Inspiration really comes from everywhere. My mom-in-law once said, "you can get inspiration from a magazine ad for a toilet." Sometimes I am inspired by a piece I'm listening to, that I don't think much of ... I start thinking,
are there elements in this tripe which I could turn to artistic account?I have not been commissioned for many works, the
Kerouac piece being the latest. I find a way to discover the music.
As to work habits ... well I essentially was not a composer from early October, but if we stipulate that
what was once habitual can be habitual again, I find it pretty easy to fall into a habit of doing some work each day. And once my concept of the piece has well formed, the work comes pretty easy.
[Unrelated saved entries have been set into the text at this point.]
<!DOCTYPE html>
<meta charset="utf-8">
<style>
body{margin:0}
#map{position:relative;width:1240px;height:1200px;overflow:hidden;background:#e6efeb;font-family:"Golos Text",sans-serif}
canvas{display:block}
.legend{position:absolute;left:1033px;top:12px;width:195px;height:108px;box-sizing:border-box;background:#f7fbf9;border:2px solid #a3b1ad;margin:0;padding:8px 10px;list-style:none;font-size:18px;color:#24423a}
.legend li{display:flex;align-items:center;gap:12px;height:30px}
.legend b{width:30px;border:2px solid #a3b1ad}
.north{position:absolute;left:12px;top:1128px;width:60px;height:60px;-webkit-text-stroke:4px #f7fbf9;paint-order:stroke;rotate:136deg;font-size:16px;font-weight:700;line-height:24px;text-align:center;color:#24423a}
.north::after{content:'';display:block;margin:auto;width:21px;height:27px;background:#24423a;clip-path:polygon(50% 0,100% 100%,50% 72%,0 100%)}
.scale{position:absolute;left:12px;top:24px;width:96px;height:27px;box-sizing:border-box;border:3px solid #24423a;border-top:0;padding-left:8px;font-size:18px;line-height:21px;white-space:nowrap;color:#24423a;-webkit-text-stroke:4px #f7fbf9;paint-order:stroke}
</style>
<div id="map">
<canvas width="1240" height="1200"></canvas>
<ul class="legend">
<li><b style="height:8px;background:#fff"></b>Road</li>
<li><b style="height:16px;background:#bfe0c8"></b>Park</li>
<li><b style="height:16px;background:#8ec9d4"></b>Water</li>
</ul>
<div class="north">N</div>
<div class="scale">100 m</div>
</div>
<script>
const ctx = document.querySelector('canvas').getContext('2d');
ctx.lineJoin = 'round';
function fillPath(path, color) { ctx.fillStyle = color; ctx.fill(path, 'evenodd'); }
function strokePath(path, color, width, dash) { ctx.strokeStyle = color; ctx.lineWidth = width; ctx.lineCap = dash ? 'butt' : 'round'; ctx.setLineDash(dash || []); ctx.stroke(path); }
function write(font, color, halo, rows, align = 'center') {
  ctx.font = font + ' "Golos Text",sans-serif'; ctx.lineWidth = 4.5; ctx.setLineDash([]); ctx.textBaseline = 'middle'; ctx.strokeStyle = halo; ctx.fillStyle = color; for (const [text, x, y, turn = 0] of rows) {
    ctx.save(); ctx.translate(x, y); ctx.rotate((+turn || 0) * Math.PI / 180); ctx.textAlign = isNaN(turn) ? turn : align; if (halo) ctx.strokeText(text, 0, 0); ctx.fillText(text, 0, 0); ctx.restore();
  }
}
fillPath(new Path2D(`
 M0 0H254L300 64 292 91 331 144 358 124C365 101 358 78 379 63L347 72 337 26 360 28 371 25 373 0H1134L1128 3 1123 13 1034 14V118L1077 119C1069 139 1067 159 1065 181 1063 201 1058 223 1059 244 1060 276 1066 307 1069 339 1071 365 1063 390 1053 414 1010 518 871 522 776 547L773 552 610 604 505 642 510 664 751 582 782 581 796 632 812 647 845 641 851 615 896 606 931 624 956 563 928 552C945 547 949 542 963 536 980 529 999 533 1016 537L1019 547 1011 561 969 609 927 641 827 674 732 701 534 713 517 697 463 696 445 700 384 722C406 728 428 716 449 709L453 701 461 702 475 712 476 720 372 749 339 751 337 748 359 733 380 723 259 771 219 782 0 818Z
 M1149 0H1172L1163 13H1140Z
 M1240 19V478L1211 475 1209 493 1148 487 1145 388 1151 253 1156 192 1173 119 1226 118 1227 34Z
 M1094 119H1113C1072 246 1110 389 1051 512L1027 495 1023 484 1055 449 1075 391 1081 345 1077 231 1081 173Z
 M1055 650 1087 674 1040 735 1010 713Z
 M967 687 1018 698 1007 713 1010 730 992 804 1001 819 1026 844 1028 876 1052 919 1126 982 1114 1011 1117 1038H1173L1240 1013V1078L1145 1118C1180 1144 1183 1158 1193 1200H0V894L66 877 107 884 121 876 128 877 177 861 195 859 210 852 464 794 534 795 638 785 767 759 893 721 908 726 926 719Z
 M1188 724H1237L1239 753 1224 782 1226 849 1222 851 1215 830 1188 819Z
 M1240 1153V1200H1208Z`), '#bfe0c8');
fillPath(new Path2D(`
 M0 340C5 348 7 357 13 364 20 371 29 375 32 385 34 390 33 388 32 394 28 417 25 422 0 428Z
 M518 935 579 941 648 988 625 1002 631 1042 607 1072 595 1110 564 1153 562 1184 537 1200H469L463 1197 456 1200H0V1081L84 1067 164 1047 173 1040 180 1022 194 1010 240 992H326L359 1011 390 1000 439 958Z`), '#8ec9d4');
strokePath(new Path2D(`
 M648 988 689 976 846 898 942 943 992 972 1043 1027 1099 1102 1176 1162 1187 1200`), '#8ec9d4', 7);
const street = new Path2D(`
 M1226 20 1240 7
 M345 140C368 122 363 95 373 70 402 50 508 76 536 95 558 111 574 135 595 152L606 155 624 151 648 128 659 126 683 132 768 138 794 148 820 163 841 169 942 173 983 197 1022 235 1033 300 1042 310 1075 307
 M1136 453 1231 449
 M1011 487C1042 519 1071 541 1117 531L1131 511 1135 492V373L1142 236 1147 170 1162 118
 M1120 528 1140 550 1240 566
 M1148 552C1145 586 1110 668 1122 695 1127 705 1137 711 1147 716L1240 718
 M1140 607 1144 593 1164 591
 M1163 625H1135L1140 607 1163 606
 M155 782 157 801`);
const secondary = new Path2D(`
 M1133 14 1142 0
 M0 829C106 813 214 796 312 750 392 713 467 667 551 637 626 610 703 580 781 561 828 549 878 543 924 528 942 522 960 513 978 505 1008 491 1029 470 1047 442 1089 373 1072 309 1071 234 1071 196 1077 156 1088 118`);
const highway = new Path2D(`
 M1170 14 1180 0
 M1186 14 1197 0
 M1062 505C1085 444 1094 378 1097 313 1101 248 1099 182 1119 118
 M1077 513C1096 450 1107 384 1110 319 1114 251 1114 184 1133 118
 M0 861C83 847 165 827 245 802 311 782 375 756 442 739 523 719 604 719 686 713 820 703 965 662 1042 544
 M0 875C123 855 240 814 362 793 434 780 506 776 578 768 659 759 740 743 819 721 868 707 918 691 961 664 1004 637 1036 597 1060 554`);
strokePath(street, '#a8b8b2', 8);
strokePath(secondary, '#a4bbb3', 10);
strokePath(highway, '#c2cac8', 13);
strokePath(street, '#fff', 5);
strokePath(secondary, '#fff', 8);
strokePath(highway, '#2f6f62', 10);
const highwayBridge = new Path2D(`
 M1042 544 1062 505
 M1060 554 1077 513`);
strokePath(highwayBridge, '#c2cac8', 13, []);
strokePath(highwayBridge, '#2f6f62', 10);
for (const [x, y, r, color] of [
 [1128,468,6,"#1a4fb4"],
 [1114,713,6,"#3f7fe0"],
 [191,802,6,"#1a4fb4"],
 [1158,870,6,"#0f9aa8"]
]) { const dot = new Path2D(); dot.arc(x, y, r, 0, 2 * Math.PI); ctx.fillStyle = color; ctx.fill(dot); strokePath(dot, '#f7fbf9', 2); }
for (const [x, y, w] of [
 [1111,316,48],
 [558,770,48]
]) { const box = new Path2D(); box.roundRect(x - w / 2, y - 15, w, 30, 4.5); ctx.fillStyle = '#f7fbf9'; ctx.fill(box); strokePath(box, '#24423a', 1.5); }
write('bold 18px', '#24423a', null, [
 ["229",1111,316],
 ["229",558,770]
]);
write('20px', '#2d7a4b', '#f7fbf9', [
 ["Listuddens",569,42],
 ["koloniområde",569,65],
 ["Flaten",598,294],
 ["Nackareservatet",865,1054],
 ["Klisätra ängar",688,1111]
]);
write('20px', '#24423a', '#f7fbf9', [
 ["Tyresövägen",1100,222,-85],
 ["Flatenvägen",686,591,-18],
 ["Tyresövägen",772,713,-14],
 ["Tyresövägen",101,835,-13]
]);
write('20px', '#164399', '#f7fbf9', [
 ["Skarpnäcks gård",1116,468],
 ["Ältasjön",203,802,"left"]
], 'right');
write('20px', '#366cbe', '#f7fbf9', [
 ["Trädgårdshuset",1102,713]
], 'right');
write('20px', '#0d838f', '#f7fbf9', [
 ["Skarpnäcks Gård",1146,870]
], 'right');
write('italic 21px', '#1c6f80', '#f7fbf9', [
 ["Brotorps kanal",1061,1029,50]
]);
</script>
To explain the "homework" I mentioned: Some years ago, the cellist wife of a friend invited me to write pieces for four cellos. I sent her three pieces: one was an adaptation of a very old piano toccata of mine called
Lutosławski’s Lullaby, and I wrote two new companion pieces, a one-pager (that is, the four players would not have individual printed parts, but would all read from score ... called
Marginalia, and a concluding piece I called
Après-Lullaby. The three pieces together I denominated my
Opus 96, collectively called
It's all in your head (not that that's a bad place for everything to be.)However (and, as often happens) the piece was never played. Not even when I later adapted it for a standard string quartet.
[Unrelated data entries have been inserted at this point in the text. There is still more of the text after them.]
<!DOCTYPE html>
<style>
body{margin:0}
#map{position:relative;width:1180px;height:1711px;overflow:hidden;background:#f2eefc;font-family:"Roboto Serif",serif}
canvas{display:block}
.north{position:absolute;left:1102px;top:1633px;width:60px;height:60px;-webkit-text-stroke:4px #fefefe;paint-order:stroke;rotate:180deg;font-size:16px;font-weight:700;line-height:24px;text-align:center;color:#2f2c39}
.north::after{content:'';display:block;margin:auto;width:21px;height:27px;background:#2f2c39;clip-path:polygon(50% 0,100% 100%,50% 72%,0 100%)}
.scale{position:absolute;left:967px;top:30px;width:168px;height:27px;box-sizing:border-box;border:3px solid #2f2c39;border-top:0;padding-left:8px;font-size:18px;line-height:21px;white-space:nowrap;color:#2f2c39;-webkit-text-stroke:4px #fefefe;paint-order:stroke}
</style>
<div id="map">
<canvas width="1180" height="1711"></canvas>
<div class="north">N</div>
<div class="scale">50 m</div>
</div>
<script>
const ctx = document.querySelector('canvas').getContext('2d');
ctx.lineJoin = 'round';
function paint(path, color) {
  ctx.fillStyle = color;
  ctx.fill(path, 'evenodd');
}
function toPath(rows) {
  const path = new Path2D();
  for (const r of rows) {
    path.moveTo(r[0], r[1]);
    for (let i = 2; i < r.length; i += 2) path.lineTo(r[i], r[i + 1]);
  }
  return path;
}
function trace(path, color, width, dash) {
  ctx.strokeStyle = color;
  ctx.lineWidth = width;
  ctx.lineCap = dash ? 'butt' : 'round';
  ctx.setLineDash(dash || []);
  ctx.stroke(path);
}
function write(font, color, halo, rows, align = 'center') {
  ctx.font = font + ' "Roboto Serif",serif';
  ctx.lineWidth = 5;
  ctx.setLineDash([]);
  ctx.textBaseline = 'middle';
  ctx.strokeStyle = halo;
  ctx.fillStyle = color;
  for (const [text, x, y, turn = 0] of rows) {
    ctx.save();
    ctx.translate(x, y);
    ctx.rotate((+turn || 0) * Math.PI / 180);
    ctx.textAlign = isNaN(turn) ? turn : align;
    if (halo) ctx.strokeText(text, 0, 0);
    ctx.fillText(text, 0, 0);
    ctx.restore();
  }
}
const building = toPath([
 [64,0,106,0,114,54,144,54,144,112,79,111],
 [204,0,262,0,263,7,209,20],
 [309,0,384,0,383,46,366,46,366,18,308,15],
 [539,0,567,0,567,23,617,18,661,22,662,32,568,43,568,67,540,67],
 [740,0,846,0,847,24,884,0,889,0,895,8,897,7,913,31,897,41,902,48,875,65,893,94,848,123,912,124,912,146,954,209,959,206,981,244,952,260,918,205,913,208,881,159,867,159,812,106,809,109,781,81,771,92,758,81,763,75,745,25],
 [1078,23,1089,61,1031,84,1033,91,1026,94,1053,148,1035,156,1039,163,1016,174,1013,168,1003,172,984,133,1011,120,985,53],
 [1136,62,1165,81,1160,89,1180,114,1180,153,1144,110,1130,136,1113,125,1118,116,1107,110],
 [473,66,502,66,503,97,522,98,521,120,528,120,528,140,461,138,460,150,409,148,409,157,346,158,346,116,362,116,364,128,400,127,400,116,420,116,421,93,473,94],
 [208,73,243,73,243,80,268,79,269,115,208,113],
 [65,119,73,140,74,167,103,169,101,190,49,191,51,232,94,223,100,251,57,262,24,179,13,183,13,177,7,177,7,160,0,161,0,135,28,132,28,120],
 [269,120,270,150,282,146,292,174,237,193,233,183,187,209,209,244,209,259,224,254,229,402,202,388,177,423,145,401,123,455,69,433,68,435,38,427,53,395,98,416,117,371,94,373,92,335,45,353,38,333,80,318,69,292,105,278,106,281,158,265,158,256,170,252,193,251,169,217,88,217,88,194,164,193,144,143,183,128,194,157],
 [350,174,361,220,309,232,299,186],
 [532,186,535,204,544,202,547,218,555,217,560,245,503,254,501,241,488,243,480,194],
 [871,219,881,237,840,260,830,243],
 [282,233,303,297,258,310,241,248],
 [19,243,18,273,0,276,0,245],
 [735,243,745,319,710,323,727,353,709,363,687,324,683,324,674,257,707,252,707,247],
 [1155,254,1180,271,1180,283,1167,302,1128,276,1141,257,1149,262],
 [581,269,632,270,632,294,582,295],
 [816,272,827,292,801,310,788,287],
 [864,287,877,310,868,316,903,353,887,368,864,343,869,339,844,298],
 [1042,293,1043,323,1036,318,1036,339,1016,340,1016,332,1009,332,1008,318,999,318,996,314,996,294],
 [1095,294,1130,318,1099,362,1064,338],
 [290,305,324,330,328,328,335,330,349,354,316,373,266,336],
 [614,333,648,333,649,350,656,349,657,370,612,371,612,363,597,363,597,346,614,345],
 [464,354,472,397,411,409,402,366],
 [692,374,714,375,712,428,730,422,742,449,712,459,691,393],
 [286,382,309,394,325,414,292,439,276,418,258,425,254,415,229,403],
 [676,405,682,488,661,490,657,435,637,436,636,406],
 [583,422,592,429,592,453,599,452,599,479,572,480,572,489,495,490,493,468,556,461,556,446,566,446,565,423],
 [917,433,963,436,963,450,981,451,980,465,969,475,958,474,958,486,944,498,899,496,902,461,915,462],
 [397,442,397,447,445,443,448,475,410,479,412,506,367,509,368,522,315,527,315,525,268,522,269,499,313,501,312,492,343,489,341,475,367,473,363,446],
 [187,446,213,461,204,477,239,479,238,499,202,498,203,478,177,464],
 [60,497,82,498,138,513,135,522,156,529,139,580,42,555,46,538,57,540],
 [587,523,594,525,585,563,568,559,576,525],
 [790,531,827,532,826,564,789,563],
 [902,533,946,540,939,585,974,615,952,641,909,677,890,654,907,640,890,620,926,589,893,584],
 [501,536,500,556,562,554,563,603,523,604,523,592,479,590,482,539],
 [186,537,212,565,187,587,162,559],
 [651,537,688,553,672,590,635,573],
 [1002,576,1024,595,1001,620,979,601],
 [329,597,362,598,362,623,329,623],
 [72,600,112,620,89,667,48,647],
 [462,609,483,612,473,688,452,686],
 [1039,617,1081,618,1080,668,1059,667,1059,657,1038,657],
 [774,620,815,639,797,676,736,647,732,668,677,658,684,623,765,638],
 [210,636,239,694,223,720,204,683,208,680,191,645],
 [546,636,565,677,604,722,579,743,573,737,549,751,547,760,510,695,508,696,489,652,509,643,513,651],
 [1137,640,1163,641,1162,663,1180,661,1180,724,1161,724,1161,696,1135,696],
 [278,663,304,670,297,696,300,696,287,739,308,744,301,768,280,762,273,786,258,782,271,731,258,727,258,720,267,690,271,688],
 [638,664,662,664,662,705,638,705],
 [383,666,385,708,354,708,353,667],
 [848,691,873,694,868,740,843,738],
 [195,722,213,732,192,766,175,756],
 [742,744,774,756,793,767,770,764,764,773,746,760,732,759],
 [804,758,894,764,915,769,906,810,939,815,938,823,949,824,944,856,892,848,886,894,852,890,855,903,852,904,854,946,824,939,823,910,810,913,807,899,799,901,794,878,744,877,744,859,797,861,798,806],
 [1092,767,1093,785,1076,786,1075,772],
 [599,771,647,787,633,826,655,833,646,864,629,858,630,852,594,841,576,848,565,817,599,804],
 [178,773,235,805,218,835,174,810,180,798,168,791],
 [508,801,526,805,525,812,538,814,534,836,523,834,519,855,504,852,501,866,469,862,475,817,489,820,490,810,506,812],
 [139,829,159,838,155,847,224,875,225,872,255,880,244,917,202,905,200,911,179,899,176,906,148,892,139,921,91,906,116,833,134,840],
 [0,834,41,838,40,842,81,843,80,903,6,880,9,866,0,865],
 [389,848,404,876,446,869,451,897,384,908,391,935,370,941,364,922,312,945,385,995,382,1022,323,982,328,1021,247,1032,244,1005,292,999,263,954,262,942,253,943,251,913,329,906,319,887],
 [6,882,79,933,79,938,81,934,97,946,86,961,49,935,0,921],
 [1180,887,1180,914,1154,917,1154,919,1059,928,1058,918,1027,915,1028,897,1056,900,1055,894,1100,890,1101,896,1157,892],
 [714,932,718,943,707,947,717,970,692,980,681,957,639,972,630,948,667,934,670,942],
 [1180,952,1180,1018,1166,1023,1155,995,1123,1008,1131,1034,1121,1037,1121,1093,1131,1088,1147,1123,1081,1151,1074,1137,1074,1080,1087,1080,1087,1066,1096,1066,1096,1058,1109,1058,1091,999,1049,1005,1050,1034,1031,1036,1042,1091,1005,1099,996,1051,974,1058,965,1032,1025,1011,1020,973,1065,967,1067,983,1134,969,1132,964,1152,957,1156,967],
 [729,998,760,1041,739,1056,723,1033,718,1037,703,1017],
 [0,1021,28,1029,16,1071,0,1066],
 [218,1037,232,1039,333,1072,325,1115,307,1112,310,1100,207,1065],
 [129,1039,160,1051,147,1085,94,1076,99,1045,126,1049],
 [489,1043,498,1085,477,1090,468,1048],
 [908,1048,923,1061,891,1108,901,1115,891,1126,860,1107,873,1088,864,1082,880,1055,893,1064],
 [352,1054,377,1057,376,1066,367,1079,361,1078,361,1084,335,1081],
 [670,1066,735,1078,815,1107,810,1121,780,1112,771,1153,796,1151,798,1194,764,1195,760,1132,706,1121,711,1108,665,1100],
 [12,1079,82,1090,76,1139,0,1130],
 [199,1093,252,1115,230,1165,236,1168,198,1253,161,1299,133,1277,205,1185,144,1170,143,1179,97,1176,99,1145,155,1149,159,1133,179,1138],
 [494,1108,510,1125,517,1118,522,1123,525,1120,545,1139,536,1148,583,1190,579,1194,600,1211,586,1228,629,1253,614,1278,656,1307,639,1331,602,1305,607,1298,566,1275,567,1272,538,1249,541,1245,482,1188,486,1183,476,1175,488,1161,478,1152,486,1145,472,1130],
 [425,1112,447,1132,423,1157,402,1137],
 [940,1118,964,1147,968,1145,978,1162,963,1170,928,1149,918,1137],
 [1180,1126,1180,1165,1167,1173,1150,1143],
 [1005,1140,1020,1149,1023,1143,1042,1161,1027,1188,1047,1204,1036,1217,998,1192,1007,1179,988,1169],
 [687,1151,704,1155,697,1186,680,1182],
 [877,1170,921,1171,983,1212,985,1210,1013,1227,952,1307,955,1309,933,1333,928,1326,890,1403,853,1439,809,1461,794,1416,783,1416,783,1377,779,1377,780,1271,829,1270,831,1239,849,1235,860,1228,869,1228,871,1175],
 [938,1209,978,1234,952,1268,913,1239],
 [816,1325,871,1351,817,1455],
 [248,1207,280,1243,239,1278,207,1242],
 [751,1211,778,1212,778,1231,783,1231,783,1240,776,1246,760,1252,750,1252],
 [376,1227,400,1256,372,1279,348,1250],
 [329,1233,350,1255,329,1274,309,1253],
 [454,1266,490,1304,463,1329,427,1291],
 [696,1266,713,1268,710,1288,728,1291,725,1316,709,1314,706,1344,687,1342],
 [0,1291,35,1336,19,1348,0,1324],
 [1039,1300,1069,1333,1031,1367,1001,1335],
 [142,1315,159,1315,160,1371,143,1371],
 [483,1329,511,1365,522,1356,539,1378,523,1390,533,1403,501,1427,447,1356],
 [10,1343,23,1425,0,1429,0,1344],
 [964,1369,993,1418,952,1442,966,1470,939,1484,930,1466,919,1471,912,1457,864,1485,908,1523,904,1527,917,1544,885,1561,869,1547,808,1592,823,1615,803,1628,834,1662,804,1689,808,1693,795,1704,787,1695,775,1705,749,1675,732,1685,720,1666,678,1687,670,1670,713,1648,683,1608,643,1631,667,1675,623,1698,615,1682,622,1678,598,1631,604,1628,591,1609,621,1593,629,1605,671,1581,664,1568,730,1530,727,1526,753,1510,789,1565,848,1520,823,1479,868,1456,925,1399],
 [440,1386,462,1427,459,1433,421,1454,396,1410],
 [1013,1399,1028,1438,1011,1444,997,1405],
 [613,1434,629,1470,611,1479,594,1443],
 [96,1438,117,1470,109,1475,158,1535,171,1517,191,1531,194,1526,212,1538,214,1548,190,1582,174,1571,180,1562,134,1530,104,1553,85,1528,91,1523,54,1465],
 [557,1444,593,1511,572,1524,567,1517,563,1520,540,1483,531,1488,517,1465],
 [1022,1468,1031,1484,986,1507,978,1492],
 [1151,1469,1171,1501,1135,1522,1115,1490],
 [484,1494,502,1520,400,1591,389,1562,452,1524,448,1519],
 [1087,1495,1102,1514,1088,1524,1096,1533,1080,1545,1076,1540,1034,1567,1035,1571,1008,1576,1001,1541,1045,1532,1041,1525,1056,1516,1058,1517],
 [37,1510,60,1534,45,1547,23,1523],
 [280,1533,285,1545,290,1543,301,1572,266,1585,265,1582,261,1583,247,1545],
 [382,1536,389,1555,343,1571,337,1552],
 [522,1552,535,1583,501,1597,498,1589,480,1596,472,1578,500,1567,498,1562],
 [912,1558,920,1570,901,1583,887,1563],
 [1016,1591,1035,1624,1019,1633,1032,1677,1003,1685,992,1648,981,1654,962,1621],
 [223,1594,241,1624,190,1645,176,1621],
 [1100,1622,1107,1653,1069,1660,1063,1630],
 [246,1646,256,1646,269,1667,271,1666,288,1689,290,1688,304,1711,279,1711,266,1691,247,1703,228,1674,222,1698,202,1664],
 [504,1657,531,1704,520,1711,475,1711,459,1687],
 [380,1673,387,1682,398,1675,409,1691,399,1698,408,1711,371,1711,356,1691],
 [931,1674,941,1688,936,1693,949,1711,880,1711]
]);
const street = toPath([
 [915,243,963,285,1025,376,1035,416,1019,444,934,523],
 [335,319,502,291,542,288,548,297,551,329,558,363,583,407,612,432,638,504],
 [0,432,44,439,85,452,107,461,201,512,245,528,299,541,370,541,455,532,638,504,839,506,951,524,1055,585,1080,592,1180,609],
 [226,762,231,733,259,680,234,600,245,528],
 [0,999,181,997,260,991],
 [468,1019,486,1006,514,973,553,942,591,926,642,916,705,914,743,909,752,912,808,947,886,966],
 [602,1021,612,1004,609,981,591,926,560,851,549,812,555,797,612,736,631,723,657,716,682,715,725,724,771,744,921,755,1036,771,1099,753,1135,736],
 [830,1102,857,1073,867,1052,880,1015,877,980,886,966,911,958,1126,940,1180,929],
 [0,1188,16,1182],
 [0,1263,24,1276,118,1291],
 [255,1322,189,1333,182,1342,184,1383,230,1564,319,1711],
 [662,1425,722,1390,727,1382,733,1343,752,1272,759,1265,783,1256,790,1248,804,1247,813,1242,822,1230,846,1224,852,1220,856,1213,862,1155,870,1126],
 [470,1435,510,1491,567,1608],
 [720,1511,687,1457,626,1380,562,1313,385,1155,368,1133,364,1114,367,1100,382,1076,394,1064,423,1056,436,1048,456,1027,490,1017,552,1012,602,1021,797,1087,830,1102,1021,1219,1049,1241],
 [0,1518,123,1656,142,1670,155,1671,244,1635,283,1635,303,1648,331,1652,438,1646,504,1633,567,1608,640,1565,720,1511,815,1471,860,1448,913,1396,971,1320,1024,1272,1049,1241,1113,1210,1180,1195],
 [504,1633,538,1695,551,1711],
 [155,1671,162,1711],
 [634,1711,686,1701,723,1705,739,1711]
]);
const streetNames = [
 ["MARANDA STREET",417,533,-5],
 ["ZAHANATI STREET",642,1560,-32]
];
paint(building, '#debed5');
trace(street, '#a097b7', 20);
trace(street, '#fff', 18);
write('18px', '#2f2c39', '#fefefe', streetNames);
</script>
So, now I'm writing a piece for string orchestra ... at one point, I decided to incorporate the
Marginalia from my
Op. 96. I thought then, too, that I would bring the piece to a point where I might incorporate the
Après-Lullaby. The thought naturally crossed my mind, "What about
Lutosławski’s Lullaby?"At the time, I dismissed that thought, but now I have decided to go ahead and allow the string symphony completely to cannabalize the
Op. 96. I'll let
Op. 96 stand, too (you never know, someone may see light and perform it) and there is ample new material unique to the
Symphony, that it is "more than the sum of its parts." So my homework is, that I want to make an entirely fresh rhythmic adaptation of
Lutosławski’s Lullaby, so I'm going back to the source and making a harmonic reduction of it to work from. It just takes a little juggling, which I may do this afternoon.